## Entries supplied

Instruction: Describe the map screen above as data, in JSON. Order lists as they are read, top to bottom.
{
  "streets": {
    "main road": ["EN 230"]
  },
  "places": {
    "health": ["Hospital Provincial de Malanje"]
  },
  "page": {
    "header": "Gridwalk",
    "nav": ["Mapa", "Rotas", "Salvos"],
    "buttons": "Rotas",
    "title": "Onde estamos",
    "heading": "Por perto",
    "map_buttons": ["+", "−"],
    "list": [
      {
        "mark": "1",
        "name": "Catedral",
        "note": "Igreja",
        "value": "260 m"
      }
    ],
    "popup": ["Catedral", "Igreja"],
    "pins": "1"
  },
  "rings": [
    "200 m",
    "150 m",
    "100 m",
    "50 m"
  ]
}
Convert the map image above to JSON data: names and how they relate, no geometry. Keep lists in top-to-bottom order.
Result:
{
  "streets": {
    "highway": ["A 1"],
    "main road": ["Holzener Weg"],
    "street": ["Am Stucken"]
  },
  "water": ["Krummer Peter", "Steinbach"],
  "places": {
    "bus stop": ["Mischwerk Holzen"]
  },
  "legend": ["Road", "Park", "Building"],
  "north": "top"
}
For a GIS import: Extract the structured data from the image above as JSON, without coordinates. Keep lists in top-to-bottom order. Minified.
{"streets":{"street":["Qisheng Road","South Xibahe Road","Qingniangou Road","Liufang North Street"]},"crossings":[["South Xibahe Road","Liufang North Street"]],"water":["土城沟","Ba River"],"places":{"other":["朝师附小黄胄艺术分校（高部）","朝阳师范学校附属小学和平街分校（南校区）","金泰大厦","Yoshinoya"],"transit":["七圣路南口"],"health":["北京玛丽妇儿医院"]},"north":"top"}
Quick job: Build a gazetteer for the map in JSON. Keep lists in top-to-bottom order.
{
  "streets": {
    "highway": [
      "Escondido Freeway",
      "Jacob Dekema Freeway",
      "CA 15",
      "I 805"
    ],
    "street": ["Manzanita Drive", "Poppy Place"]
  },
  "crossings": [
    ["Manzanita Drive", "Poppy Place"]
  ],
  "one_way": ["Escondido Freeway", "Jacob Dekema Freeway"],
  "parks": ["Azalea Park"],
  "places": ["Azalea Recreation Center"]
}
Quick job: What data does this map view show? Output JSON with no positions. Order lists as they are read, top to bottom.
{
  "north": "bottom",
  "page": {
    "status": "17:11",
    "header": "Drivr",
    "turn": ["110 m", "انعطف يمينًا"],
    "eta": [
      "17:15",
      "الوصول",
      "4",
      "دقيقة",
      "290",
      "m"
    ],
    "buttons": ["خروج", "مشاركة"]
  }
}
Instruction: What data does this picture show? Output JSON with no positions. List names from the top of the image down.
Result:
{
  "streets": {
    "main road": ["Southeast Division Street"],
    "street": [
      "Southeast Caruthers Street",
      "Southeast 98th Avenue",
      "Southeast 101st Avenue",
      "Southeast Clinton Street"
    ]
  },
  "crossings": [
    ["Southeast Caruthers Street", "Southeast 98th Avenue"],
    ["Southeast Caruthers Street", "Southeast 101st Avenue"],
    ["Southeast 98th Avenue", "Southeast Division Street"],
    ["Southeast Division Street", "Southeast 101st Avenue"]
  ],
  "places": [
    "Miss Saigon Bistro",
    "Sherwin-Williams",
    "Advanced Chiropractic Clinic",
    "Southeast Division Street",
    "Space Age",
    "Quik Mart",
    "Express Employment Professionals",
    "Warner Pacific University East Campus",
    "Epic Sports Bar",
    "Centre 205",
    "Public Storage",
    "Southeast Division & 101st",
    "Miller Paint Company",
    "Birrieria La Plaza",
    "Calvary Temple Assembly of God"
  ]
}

## Problem to solve
What you return must match the records exactly, down to the last line.

## Response
Instruction: Describe the map screen above as data, in JSON. Order lists as they are read, top to bottom.
{
  "streets": {
    "main road": ["EN 230"]
  },
  "places": {
    "health": ["Hospital Provincial de Malanje"]
  },
  "page": {
    "header": "Gridwalk",
    "nav": ["Mapa", "Rotas", "Salvos"],
    "buttons": "Rotas",
    "title": "Onde estamos",
    "heading": "Por perto",
    "map_buttons": ["+", "−"],
    "list": [
      {
        "mark": "1",
        "name": "Catedral",
        "note": "Igreja",
        "value": "260 m"
      }
    ],
    "popup": ["Catedral", "Igreja"],
    "pins": "1"
  },
  "rings": [
    "200 m",
    "150 m",
    "100 m",
    "50 m"
  ]
}
Convert the map image above to JSON data: names and how they relate, no geometry. Keep lists in top-to-bottom order.
Result:
{
  "streets": {
    "highway": ["A 1"],
    "main road": ["Holzener Weg"],
    "street": ["Am Stucken"]
  },
  "water": ["Krummer Peter", "Steinbach"],
  "places": {
    "bus stop": ["Mischwerk Holzen"]
  },
  "legend": ["Road", "Park", "Building"],
  "north": "top"
}
For a GIS import: Extract the structured data from the image above as JSON, without coordinates. Keep lists in top-to-bottom order. Minified.
{"streets":{"street":["Qisheng Road","South Xibahe Road","Qingniangou Road","Liufang North Street"]},"crossings":[["South Xibahe Road","Liufang North Street"]],"water":["土城沟","Ba River"],"places":{"other":["朝师附小黄胄艺术分校（高部）","朝阳师范学校附属小学和平街分校（南校区）","金泰大厦","Yoshinoya"],"transit":["七圣路南口"],"health":["北京玛丽妇儿医院"]},"north":"top"}
Quick job: Build a gazetteer for the map in JSON. Keep lists in top-to-bottom order.
{
  "streets": {
    "highway": [
      "Escondido Freeway",
      "Jacob Dekema Freeway",
      "CA 15",
      "I 805"
    ],
    "street": ["Manzanita Drive", "Poppy Place"]
  },
  "crossings": [
    ["Manzanita Drive", "Poppy Place"]
  ],
  "one_way": ["Escondido Freeway", "Jacob Dekema Freeway"],
  "parks": ["Azalea Park"],
  "places": ["Azalea Recreation Center"]
}
Quick job: What data does this map view show? Output JSON with no positions. Order lists as they are read, top to bottom.
{
  "north": "bottom",
  "page": {
    "status": "17:11",
    "header": "Drivr",
    "turn": ["110 m", "انعطف يمينًا"],
    "eta": [
      "17:15",
      "الوصول",
      "4",
      "دقيقة",
      "290",
      "m"
    ],
    "buttons": ["خروج", "مشاركة"]
  }
}
Instruction: What data does this picture show? Output JSON with no positions. List names from the top of the image down.
Result:
{
  "streets": {
    "main road": ["Southeast Division Street"],
    "street": [
      "Southeast Caruthers Street",
      "Southeast 98th Avenue",
      "Southeast 101st Avenue",
      "Southeast Clinton Street"
    ]
  },
  "crossings": [
    ["Southeast Caruthers Street", "Southeast 98th Avenue"],
    ["Southeast Caruthers Street", "Southeast 101st Avenue"],
    ["Southeast 98th Avenue", "Southeast Division Street"],
    ["Southeast Division Street", "Southeast 101st Avenue"]
  ],
  "places": [
    "Miss Saigon Bistro",
    "Sherwin-Williams",
    "Advanced Chiropractic Clinic",
    "Southeast Division Street",
    "Space Age",
    "Quik Mart",
    "Express Employment Professionals",
    "Warner Pacific University East Campus",
    "Epic Sports Bar",
    "Centre 205",
    "Public Storage",
    "Southeast Division & 101st",
    "Miller Paint Company",
    "Birrieria La Plaza",
    "Calvary Temple Assembly of God"
  ]
}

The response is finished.